Once inside Tikrit, it’s not particularly easy to move around. There are three types of security forces inside the city and each controls its own areas. The first and most powerful is composed of members of the unofficial Shiite Muslim militias, composed of volunteers who took up arms to fight the IS group. The second strongest organisation in Tikrit is the official Iraqi army. And the third group here are the local police, who appear to have only limited resources and powers.
It’s difficult to travel around the city, even for members of the different groups. The security forces in charge of one area don’t trust those in charge of the other areas and any movement between neighbourhoods needs to be coordinated by their leaders. In some cases coordination hasn’t happened and threats have been made; there have even been some minor skirmishes apparently.
“Every now and then there are clashes between the Iraqi army and the Shiite militias,” one senior police officer said. “There are conflicts about who is in charge of what. And the army have been ordered by the government to search for vandals and thieves but there are huge problems in completing this mission. We don’t actually know who is in charge of Tikrit.”
As one travels around Tikrit some of the loudest sounds come from the vehicles belonging to the Shiite militias who tour the streets; they have religious songs blaring from their vehicles continuously. You also see other vehicles who distribute food to fighters all over the city; the food is prepared in large pots on makeshift, road side kitchens and the cost of the meals is paid for with donations from Shiite Muslim tribes in southern Iraq. Rumour has it that the Iraqi government hasn’t been able to deliver food to the soldiers and the militias’ fighters in some cases because of corruption.
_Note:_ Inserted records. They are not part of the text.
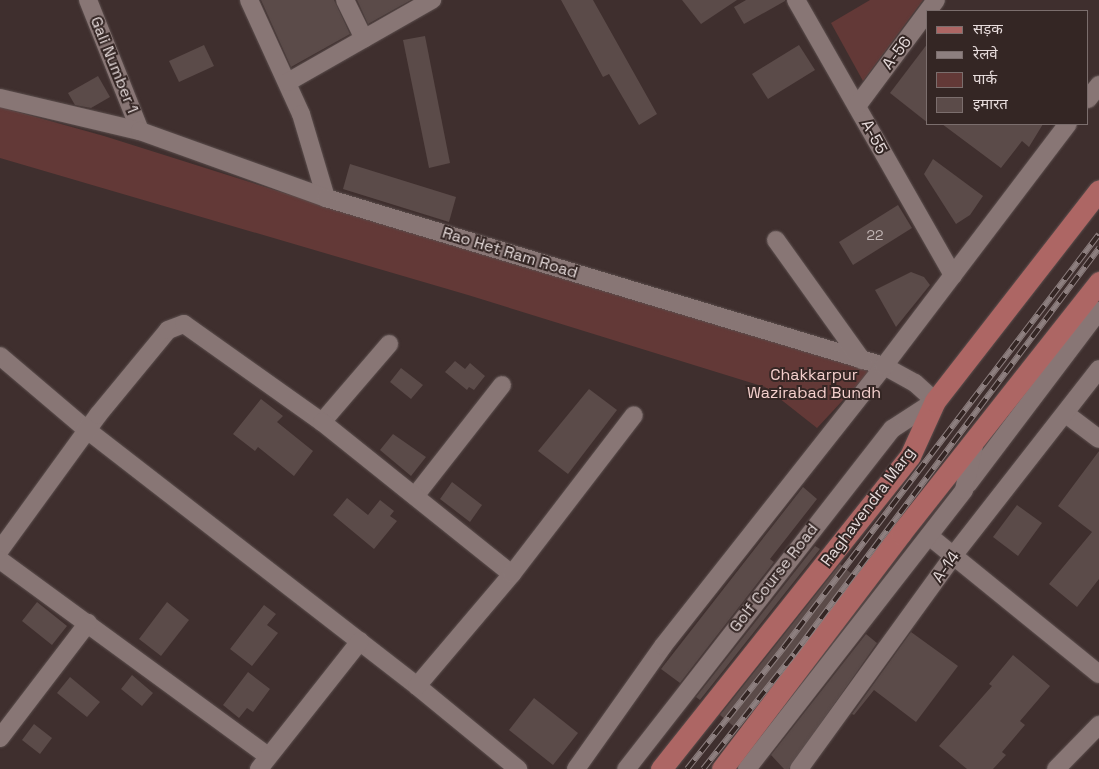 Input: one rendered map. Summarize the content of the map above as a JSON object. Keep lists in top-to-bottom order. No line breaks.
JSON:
{"streets":{"main road":["Raghavendra Marg"],"street":["A-56","Gali Number 1","A-55","Rao Het Ram Road","A-14","Golf Course Road"]},"crossings":[["A-56","A-55"],["Gali Number 1","Rao Het Ram Road"],["Rao Het Ram Road","Raghavendra Marg"],["Rao Het Ram Road","Golf Course Road"],["Raghavendra Marg","Golf Course Road"]],"parks":["Chakkarpur Wazirabad Bundh"],"house_numbers":["22"],"legend":["सड़क","रेलवे","पार्क","इमारत"]} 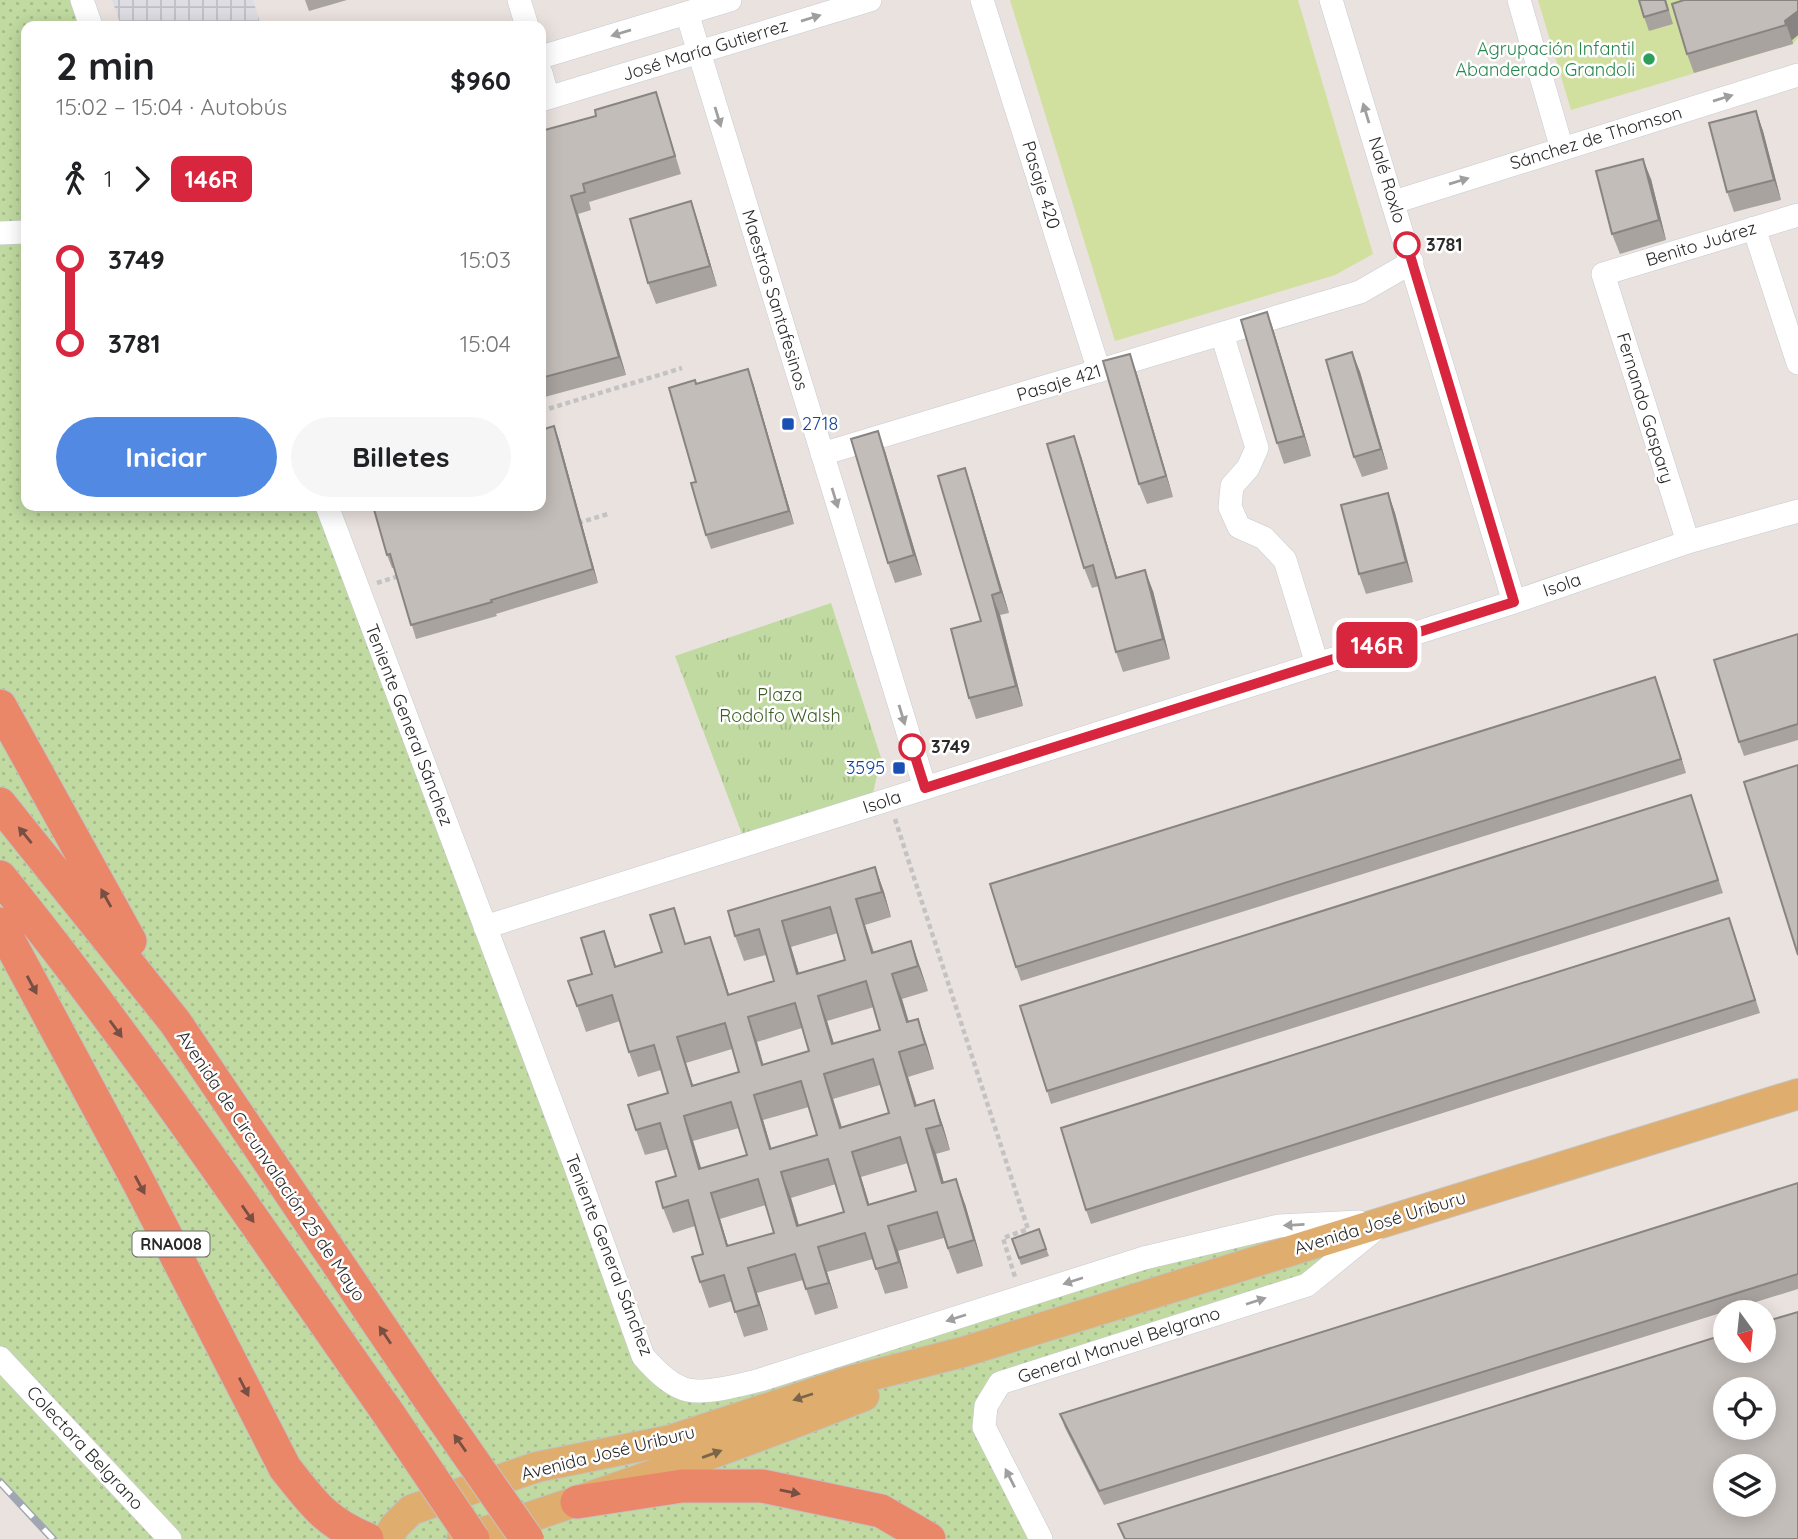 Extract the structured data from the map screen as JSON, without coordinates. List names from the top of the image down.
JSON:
{
  "streets": {
    "highway": ["Avenida de Circunvalación 25 de Mayo", "RNA008"],
    "main road": ["Avenida José Uriburu"],
    "street": [
      "José María Gutierrez",
      "Sánchez de Thomson",
      "Nalé Roxlo",
      "Pasaje 420",
      "Benito Juárez",
      "Maestros Santafesinos",
      "Pasaje 421",
      "Fernando Gaspary",
      "Isola",
      "Teniente General Sánchez",
      "General Manuel Belgrano",
      "Colectora Belgrano"
    ]
  },
  "crossings": [
    ["José María Gutierrez", "Maestros Santafesinos"],
    ["Sánchez de Thomson", "Nalé Roxlo"],
    ["Nalé Roxlo", "Pasaje 421"],
    ["Nalé Roxlo", "Isola"],
    ["Pasaje 420", "Pasaje 421"],
    ["Benito Juárez", "Fernando Gaspary"],
    ["Maestros Santafesinos", "Pasaje 421"],
    ["Maestros Santafesinos", "Isola"],
    ["Fernando Gaspary", "Isola"],
    ["Isola", "Teniente General Sánchez"],
    ["Teniente General Sánchez", "Avenida José Uriburu"],
    ["Teniente General Sánchez", "General Manuel Belgrano"],
    ["Avenida José Uriburu", "General Manuel Belgrano"]
  ],
  "one_way": ["José María Gutierrez", "Sánchez de Thomson", "Maestros Santafesinos"],
  "parks": ["Plaza Rodolfo Walsh"],
  "places": {
    "other": ["Agrupación Infantil Abanderado Grandoli", "3781", "3749"],
    "transit": ["2718", "3595"]
  },
  "lines": ["bus line 146R"],
  "north": "bottom",
  "page": {
    "on_map": "146R",
    "heading": ["2 min", "15:02 – 15:04 · Autobús", "$960"],
    "legs": ["1", "146R"],
    "list": [
      {
        "name": "3749",
        "value": "15:03"
      },
      {
        "name": "3781",
        "value": "15:04"
      }
    ],
    "buttons": ["Iniciar", "Billetes"]
  }
}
One of the most famous parts of Tikrit is the area where many palaces are located. As the BBC reports: “Tikrit’s palaces have a somewhat mythical status. The city is widely cited as having the highest number of luxurious palaces built during Saddam’s time”. After passing through various hands – from Hussein to the U.S. military to the Iraqi government and then to the IS group – the palaces have now become a base for the Shiite militias. Nobody can even approach the area without express permission from the militia leaders.
Elsewhere in the city, houses and buildings and even mosque walls are covered in graffiti, often of a religious nature, or praising the heroism of the fighters from the Shiite militias who participated in the fight against the IS group here. They say things like: “The soldiers of Karbala were here”. And: “The heroes of Basra defeated terrorism here”. Some of the slogans have apparently been removed on orders from the Iraqi government because they were written in Persian, a reflection of the Iraqi government’s growing unease at Iranian influence among the Shiite militias.
The former administrators of the city remain in Baghdad or Samarra and they organise anything they need to from there. “The Shiite factions want revenge and they believe that we are traitors,” one of the officials from the provincial administration told NIQASH anonymously.
If civilians do start to return they would not only face threats of vengeance from Shiite militias and even from local police (who were also endangered by the IS fighters in Tikrit) but also from tribal conflicts. There have already been some retaliatory murders apparently – local police acted against residents who had been affiliated with the IS group, who they say were part of IS sleeper cells inside Tikrit even before the city fell to the extremists.